Aviation manufacturer Cessna is set to deliver its new Citation X ("Ten") model later this year, and with the FAA certifying its speed at mach 0.935 (or 617 mph), will become the world’s fastest civilian aircraft, displacing the Gulfstream 650 along the way.
The long-range medium business jet aircraft costs US$22.95 million, and its two Rolls-Royce engines generate an impressive 7,034 lbf of thrust and can accommodate up to 12 passengers.
With an NBAA IFR range of nearly 3,242 nautical miles and a certified ceiling of 51,000 feet, carrying 4 passengers, the upgraded business jet offers intercontinental capability.
Despite being "built for speed", it also has exceptional runway performance and is capable of departing from runways as short as 5,150 feet (1,569 m).
Scott Ernest, CEO of Cessna, said “It was true for Clyde Cessna in 1927, and it’s true today."
The Citation X is the perfect aircraft for customers wanting to move faster, be more efficient and get where they need to be more quickly than ever before."
The interior features a lavish cabin with comfortable double club seating, and state-of-the-art technology including touchscreen controls and Wi-Fi connectivity.

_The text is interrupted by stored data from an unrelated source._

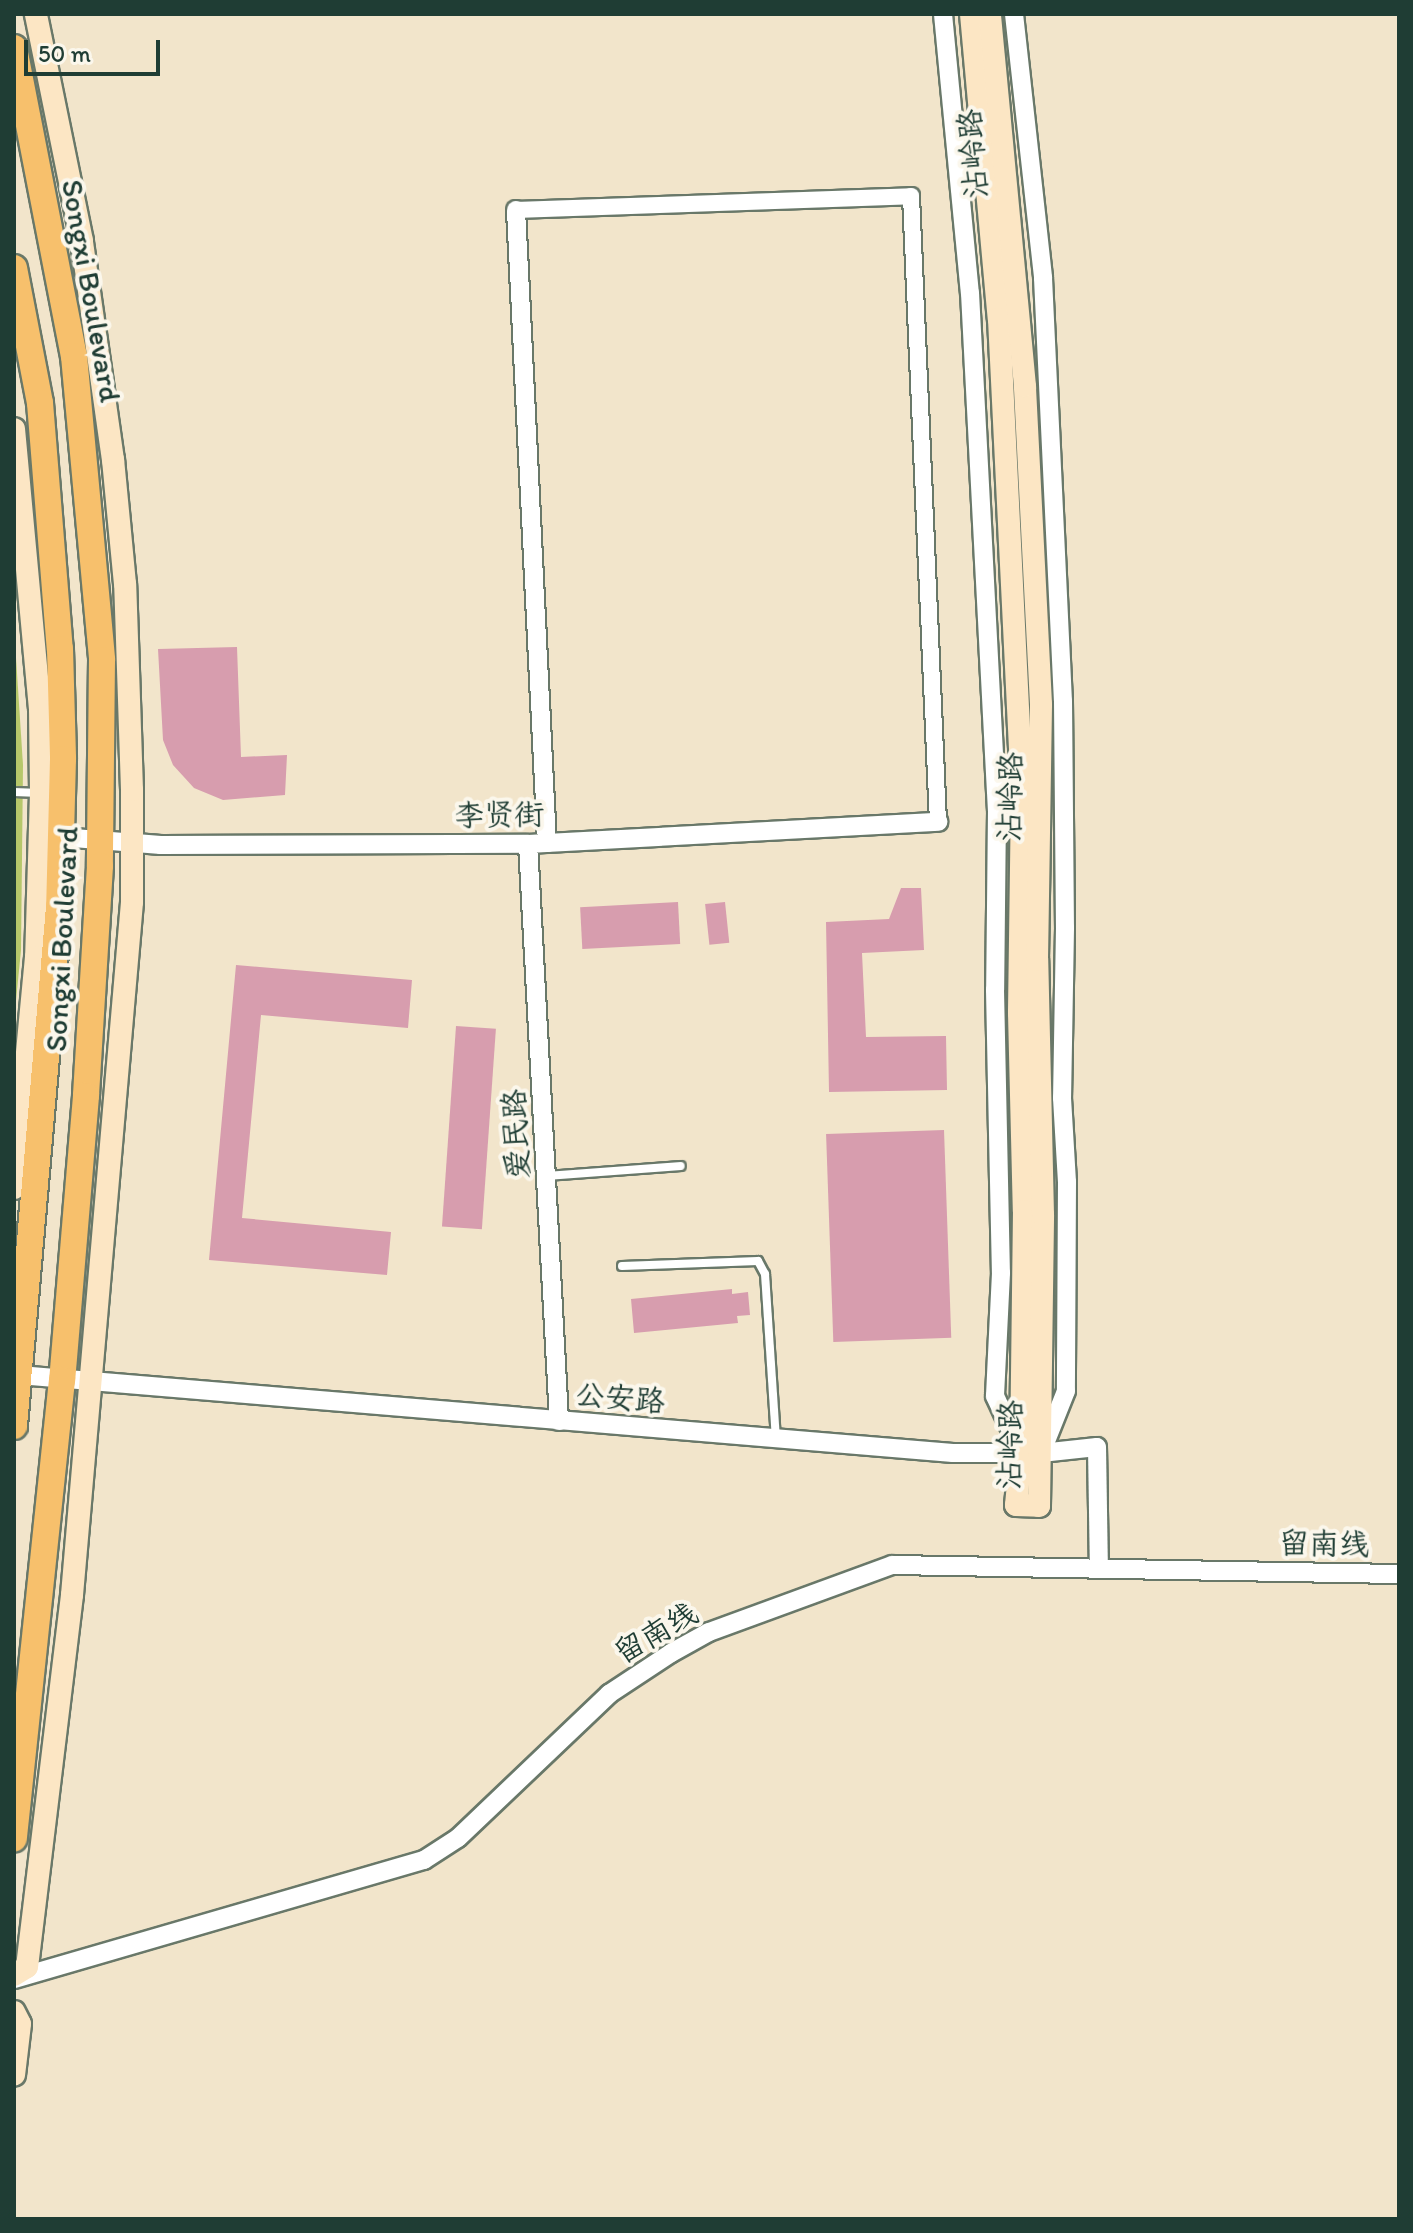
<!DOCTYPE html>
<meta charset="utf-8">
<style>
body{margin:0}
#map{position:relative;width:1413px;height:2233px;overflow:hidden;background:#f2e5cb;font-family:Itim,"LXGW WenKai TC",sans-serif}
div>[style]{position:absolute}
.green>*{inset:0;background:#b6c76a}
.building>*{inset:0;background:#d79dae;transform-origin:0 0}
.roads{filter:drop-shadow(2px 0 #697869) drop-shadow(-2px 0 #697869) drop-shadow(0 2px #697869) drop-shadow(0 -2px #697869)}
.service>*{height:8px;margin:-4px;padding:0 4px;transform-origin:4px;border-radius:4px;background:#fff}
.minor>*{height:16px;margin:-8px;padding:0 8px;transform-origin:8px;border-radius:8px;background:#fff}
.tertiary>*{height:18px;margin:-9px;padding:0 9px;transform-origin:9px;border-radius:9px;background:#fff}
.secondary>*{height:22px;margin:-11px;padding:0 11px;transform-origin:11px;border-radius:11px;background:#fce6c4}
.trunk>*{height:26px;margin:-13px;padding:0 13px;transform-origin:13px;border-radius:13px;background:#f7c06c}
span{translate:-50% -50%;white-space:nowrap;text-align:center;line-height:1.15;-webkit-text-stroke:8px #fbf7ec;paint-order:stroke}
.street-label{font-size:30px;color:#1f3d34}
.frame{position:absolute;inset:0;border:16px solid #1f3d34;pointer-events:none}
.scale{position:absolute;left:24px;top:40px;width:136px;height:36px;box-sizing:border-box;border:4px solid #1f3d34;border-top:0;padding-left:10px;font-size:24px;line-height:28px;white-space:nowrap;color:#1f3d34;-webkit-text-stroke:6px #fbf7ec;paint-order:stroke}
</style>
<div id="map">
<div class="green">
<i style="clip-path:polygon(14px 627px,23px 765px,21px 950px,14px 1021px)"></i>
</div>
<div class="building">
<i style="clip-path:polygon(237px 647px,241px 757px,287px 755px,285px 795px,223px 800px,194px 788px,173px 765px,163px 740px,158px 649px)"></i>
<i style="clip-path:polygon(901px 888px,921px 888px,924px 950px,862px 953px,866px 1037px,946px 1036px,947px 1090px,829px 1092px,826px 922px,889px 919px)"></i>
<i style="left:678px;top:902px;width:42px;height:98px;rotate:87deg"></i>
<i style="left:725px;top:902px;width:41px;height:20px;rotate:84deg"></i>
<i style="clip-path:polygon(236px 965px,412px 980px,408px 1028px,261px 1015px,242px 1218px,391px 1232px,387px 1275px,209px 1260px)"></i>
<i style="left:456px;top:1026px;width:40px;height:201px;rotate:4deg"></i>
<i style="left:944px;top:1130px;width:208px;height:118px;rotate:88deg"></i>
<i style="clip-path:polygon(732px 1289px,732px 1294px,748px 1292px,750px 1315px,737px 1316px,738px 1323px,634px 1333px,631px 1299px)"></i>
</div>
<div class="roads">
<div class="service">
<i style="left:14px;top:792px;width:26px;rotate:2deg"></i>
<i style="left:547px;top:1176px;width:134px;rotate:-4.3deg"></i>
<i style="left:622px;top:1266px;width:136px;rotate:-2.1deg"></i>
<i style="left:758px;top:1261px;width:15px;rotate:62deg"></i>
<i style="left:765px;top:1274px;width:164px;rotate:86.2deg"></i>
</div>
<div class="minor">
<i style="left:516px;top:210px;width:395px;rotate:-2deg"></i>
<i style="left:911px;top:196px;width:627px;rotate:87.53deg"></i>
</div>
<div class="tertiary">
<i style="left:943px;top:14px;width:280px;rotate:84.5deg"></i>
<i style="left:970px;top:293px;width:519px;rotate:87.02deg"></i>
<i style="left:997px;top:811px;width:179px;rotate:90.6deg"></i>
<i style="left:995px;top:990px;width:283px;rotate:88.8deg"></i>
<i style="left:1001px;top:1273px;width:123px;rotate:92.8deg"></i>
<i style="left:995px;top:1396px;width:62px;rotate:65.1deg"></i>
<i style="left:1014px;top:14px;width:266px;rotate:83.7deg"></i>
<i style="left:1043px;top:278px;width:423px;rotate:87.3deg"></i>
<i style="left:1063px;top:701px;width:227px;rotate:89.5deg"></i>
<i style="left:1065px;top:928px;width:170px;rotate:91deg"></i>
<i style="left:1062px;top:1098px;width:84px;rotate:86.6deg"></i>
<i style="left:1067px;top:1182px;width:209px;rotate:90.3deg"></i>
<i style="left:1066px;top:1391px;width:65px;rotate:111.8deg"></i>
<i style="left:516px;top:210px;width:634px;rotate:87.2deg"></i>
<i style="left:61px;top:837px;width:100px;rotate:4.6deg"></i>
<i style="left:161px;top:845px;width:367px;rotate:-0.2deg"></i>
<i style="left:528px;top:844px;width:411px;rotate:-3.1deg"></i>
<i style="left:528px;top:844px;width:578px;rotate:86.92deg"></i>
<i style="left:19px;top:1375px;width:937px;rotate:4.77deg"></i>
<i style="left:953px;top:1453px;width:88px"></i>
<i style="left:1041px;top:1453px;width:56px;rotate:-6.1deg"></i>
<i style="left:1097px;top:1447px;width:121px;rotate:89.1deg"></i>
<i style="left:14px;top:1979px;width:427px;rotate:-16.2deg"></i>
<i style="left:424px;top:1860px;width:40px;rotate:-32.9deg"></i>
<i style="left:458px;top:1838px;width:209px;rotate:-43.6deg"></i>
<i style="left:609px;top:1694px;width:74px;rotate:-33.5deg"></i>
<i style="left:671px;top:1653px;width:43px;rotate:-28.9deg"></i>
<i style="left:709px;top:1632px;width:195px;rotate:-20.1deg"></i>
<i style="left:892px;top:1565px;width:507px;rotate:1.02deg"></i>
</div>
<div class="secondary">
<i style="left:971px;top:14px;width:306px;rotate:84.8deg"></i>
<i style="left:999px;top:319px;width:478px;rotate:87.2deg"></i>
<i style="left:1022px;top:796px;width:217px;rotate:90.8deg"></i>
<i style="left:1019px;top:1013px;width:198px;rotate:88.6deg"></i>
<i style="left:1024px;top:1211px;width:242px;rotate:90.7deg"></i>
<i style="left:1021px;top:1453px;width:52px;rotate:95.5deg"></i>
<i style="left:1016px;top:1505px;width:23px;rotate:2deg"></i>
<i style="left:1039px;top:1506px;width:291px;rotate:-89.2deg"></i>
<i style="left:1043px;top:1215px;width:255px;rotate:-91.3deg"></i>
<i style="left:1037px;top:960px;width:256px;rotate:-89.1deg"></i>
<i style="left:1041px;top:704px;width:318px;rotate:-92.9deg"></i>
<i style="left:1025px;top:386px;width:374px;rotate:-95.4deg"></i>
<i style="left:14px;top:429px;width:281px;rotate:84.7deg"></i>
<i style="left:40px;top:709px;width:84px;rotate:89.3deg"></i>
<i style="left:41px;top:793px;width:164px;rotate:91.7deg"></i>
<i style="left:36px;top:957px;width:232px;rotate:95.4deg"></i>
<i style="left:14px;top:1975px;width:15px;rotate:-32deg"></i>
<i style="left:27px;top:1967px;width:375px;rotate:-83.1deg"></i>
<i style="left:72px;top:1595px;width:696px;rotate:-85.05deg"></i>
<i style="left:132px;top:902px;width:112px;rotate:-90deg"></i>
<i style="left:132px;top:790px;width:206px;rotate:-91.9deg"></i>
<i style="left:125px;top:584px;width:125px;rotate:-95.5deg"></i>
<i style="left:113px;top:460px;width:221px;rotate:-98.1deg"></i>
<i style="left:82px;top:241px;width:232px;rotate:-101.5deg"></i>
<i style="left:14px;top:2012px;width:13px;rotate:63deg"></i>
<i style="left:20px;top:2024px;width:51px;rotate:96.7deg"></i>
</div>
<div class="trunk">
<i style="left:14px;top:48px;width:314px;rotate:79deg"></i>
<i style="left:74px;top:356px;width:305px;rotate:84.7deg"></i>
<i style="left:102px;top:660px;width:206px;rotate:90.6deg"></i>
<i style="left:100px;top:866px;width:230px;rotate:93.5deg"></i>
<i style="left:86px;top:1096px;width:285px;rotate:94.8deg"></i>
<i style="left:62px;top:1380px;width:461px;rotate:96deg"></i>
<i style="left:14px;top:268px;width:137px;rotate:79.1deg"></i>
<i style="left:40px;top:403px;width:247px;rotate:85.4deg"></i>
<i style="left:60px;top:649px;width:110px;rotate:88.4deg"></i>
<i style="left:63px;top:759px;width:148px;rotate:91.5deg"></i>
<i style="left:59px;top:907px;width:521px;rotate:94.96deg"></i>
</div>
</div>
<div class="street-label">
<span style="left:973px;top:154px;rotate:-95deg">沾岭路</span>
<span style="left:91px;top:291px;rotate:80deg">Songxi Boulevard</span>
<span style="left:1010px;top:797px;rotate:-89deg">沾岭路</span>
<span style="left:499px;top:815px;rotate:-1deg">李贤街</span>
<span style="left:62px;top:939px;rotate:-87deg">Songxi Boulevard</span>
<span style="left:516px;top:1134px;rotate:-93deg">爱民路</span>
<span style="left:620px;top:1398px;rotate:5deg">公安路</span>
<span style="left:1010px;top:1445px;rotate:-89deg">沾岭路</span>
<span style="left:1324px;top:1544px;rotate:1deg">留南线</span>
<span style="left:656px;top:1633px;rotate:-30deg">留南线</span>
</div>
<div class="frame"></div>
<div class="scale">50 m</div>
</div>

The cabin can also be customised with a range of woods, metals and leathers.
An exceptionally capable pressurization system allows the Citation X to maintain a cabin pressure altitude of only 8,000 feet (2,438m) at its maximum ceiling of 51,000 feet. Its dual wheel trailing link landing gear absorb landing impacts and taxiway bumps resulting in greater comfort for both passengers and crew.